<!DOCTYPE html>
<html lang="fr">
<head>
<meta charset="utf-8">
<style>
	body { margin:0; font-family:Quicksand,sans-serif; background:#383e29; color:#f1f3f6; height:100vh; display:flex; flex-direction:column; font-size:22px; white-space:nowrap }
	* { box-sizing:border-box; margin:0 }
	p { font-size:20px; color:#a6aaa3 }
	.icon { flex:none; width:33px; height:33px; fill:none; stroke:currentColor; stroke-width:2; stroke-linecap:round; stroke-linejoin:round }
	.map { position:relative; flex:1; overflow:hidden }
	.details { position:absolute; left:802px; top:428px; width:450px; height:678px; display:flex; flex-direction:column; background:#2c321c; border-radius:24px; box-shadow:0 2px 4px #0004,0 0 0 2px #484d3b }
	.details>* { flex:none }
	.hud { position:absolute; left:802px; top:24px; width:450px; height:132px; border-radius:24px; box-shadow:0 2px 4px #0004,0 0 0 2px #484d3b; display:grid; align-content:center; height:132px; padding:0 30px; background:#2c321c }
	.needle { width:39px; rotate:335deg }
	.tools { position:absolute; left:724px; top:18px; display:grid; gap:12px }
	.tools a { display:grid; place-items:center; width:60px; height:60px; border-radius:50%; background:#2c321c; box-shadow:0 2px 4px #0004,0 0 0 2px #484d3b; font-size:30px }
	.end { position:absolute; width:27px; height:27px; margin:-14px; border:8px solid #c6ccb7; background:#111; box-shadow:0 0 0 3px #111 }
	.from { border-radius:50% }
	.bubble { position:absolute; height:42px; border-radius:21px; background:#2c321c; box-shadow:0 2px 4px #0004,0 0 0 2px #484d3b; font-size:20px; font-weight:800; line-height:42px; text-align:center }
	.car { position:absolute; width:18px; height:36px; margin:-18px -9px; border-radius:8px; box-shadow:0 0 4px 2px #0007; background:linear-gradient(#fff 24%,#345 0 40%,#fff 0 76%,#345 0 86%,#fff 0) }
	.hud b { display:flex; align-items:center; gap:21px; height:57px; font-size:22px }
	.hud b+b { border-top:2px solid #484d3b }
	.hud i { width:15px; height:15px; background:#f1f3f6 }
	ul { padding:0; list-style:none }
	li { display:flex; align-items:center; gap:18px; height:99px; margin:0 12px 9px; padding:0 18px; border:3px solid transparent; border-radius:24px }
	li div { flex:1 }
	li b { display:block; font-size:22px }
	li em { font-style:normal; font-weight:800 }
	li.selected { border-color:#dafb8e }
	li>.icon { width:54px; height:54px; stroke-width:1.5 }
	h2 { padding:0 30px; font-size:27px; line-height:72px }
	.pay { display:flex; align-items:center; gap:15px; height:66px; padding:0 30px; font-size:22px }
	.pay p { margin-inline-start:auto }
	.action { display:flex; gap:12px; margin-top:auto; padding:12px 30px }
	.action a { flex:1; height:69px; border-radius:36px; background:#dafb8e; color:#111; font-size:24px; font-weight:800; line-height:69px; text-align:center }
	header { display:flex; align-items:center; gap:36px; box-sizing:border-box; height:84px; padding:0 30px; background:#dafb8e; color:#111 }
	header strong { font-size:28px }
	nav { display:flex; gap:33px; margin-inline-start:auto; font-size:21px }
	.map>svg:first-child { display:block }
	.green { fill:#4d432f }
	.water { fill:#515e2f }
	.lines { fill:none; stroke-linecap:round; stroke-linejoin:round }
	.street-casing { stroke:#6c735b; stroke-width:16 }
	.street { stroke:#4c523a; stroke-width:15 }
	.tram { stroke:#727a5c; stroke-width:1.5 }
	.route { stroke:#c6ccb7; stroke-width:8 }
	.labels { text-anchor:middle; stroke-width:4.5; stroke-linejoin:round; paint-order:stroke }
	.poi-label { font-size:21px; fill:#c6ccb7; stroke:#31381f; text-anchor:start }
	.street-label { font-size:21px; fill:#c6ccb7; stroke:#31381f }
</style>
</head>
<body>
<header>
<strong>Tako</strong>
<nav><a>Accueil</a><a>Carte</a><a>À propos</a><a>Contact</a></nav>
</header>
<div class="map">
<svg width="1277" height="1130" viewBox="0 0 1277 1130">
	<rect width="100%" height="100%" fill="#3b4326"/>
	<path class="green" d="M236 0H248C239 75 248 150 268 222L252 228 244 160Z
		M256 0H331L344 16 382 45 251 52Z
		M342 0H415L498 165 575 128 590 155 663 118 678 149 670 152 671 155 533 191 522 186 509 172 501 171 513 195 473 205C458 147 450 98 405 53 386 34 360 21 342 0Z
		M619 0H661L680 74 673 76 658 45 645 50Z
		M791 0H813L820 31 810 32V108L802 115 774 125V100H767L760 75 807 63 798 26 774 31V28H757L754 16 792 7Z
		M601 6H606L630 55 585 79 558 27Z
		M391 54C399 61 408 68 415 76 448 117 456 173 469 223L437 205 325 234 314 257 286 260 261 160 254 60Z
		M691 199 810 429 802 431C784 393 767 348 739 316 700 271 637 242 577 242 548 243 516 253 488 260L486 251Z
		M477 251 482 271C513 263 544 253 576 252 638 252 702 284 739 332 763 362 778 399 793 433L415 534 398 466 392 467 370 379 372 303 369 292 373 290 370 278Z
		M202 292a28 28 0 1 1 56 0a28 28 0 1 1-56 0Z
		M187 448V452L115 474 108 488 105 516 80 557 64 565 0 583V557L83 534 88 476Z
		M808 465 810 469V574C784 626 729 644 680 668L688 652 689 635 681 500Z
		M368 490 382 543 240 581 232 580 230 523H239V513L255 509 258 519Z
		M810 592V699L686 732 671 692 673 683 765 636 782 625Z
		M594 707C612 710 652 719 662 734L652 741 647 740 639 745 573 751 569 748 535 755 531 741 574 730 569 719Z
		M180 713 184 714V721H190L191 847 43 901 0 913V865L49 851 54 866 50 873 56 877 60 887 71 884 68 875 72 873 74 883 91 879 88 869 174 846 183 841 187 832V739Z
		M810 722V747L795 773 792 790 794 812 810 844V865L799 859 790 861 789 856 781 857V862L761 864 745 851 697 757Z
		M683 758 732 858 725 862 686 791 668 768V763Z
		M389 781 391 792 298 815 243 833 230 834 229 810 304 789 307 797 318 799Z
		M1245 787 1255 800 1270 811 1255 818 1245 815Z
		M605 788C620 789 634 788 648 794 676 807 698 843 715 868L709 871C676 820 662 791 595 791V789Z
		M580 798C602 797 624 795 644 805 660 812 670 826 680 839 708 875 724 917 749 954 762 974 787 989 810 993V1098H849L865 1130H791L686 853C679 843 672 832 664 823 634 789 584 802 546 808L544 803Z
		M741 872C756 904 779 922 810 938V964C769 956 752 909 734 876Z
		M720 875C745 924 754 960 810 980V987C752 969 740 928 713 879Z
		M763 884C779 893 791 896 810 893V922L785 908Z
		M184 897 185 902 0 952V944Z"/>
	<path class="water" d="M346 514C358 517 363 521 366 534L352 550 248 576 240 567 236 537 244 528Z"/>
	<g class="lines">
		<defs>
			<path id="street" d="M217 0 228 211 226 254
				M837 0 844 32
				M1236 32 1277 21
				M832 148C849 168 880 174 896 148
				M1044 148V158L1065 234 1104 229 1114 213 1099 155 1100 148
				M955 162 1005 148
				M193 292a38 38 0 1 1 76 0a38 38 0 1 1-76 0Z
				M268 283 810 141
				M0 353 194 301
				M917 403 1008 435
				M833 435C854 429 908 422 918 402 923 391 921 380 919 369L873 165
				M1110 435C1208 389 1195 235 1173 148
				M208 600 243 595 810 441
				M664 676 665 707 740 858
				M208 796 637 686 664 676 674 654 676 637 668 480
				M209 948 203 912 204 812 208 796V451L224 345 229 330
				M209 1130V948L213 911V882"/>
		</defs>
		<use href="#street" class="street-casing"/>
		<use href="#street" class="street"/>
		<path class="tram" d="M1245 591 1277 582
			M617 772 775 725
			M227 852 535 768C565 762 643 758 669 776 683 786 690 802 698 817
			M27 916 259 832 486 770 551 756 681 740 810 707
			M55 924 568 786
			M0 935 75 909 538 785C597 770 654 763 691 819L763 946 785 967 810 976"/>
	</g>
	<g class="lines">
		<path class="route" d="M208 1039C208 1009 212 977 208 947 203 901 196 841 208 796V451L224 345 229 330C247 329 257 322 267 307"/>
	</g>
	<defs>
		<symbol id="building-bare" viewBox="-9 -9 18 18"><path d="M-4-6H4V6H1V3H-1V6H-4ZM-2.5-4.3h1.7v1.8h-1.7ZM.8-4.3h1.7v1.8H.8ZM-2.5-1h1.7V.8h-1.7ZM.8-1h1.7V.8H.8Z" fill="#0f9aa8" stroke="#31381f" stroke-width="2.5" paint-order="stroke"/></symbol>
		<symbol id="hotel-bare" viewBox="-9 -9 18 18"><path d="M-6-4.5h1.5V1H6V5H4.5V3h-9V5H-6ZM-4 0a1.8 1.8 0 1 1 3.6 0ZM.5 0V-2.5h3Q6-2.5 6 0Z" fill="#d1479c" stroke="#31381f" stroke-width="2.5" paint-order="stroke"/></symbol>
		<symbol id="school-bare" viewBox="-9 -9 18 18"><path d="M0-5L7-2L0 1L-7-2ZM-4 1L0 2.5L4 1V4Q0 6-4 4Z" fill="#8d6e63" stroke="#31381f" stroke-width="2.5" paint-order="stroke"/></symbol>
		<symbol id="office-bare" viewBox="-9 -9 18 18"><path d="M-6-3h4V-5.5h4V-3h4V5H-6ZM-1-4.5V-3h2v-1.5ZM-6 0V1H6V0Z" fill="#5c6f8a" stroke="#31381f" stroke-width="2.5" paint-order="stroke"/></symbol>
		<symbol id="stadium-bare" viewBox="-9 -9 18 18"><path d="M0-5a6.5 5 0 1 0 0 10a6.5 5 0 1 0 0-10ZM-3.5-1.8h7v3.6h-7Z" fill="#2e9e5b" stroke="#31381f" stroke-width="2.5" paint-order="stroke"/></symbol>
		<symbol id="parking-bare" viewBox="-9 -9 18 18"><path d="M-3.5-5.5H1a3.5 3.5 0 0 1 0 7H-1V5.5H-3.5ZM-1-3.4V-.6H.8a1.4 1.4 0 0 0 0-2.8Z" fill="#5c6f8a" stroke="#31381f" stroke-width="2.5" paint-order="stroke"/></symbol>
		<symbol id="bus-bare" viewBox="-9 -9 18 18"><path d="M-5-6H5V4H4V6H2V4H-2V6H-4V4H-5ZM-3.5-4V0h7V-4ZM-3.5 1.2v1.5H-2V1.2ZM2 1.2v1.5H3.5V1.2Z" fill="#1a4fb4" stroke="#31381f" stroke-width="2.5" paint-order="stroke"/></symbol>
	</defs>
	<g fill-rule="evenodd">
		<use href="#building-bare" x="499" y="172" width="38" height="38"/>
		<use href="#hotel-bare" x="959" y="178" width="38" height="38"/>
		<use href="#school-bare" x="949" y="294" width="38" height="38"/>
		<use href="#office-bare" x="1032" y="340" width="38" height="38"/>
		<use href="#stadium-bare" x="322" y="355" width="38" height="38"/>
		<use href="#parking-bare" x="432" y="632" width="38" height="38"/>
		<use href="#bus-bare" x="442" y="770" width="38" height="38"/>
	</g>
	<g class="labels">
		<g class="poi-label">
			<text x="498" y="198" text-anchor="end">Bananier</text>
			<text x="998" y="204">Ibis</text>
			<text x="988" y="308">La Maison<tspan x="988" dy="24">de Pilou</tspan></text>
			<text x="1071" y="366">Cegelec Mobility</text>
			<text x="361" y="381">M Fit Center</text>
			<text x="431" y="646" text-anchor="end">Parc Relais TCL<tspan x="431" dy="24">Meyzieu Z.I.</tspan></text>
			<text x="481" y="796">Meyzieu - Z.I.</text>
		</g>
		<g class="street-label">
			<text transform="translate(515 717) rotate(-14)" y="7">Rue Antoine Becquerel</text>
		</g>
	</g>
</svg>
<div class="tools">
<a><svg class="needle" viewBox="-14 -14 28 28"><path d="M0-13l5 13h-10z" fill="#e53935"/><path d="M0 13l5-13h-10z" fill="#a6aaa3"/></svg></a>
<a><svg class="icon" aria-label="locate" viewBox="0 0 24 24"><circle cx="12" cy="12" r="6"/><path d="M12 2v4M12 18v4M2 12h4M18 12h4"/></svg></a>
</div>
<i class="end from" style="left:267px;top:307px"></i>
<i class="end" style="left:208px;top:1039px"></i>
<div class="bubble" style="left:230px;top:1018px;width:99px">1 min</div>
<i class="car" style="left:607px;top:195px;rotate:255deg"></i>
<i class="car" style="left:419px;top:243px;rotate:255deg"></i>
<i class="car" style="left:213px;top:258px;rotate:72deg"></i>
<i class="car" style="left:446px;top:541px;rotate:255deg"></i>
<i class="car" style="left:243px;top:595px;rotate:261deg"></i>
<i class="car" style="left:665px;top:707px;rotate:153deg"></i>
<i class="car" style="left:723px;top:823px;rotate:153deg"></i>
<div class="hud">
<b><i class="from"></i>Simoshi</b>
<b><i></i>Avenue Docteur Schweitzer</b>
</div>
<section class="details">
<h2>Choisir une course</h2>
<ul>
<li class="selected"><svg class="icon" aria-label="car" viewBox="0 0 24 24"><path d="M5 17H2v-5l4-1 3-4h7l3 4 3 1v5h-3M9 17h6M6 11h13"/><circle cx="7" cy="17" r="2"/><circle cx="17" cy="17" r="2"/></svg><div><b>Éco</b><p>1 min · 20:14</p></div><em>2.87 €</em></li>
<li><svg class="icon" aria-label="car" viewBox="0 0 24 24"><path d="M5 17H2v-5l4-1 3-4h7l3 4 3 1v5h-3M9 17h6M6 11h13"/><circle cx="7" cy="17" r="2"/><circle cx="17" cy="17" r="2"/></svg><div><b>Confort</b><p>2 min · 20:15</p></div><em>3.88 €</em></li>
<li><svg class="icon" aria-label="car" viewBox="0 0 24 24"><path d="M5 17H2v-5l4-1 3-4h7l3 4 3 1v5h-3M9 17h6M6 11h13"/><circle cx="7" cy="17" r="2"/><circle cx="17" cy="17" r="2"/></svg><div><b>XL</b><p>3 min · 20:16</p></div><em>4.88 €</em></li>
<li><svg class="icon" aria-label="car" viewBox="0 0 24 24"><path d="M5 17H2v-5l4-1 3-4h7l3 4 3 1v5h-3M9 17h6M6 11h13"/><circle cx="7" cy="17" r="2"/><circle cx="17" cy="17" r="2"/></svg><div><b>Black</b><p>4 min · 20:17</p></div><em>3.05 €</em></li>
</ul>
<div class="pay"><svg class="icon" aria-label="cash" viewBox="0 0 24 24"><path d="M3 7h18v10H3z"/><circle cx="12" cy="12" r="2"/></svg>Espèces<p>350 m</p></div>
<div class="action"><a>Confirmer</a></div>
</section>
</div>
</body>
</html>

--------------------------------

**Task item:** If a line comes after the one containing "position:absolute; height:42px; border-radius:21px;", leave it out; set down every line of the data before it, and that line itself, exactly.

**Finished exercise:**
<!DOCTYPE html>
<html lang="fr">
<head>
<meta charset="utf-8">
<style>
	body { margin:0; font-family:Quicksand,sans-serif; background:#383e29; color:#f1f3f6; height:100vh; display:flex; flex-direction:column; font-size:22px; white-space:nowrap }
	* { box-sizing:border-box; margin:0 }
	p { font-size:20px; color:#a6aaa3 }
	.icon { flex:none; width:33px; height:33px; fill:none; stroke:currentColor; stroke-width:2; stroke-linecap:round; stroke-linejoin:round }
	.map { position:relative; flex:1; overflow:hidden }
	.details { position:absolute; left:802px; top:428px; width:450px; height:678px; display:flex; flex-direction:column; background:#2c321c; border-radius:24px; box-shadow:0 2px 4px #0004,0 0 0 2px #484d3b }
	.details>* { flex:none }
	.hud { position:absolute; left:802px; top:24px; width:450px; height:132px; border-radius:24px; box-shadow:0 2px 4px #0004,0 0 0 2px #484d3b; display:grid; align-content:center; height:132px; padding:0 30px; background:#2c321c }
	.needle { width:39px; rotate:335deg }
	.tools { position:absolute; left:724px; top:18px; display:grid; gap:12px }
	.tools a { display:grid; place-items:center; width:60px; height:60px; border-radius:50%; background:#2c321c; box-shadow:0 2px 4px #0004,0 0 0 2px #484d3b; font-size:30px }
	.end { position:absolute; width:27px; height:27px; margin:-14px; border:8px solid #c6ccb7; background:#111; box-shadow:0 0 0 3px #111 }
	.from { border-radius:50% }
	.bubble { position:absolute; height:42px; border-radius:21px; background:#2c321c; box-shadow:0 2px 4px #0004,0 0 0 2px #484d3b; font-size:20px; font-weight:800; line-height:42px; text-align:center }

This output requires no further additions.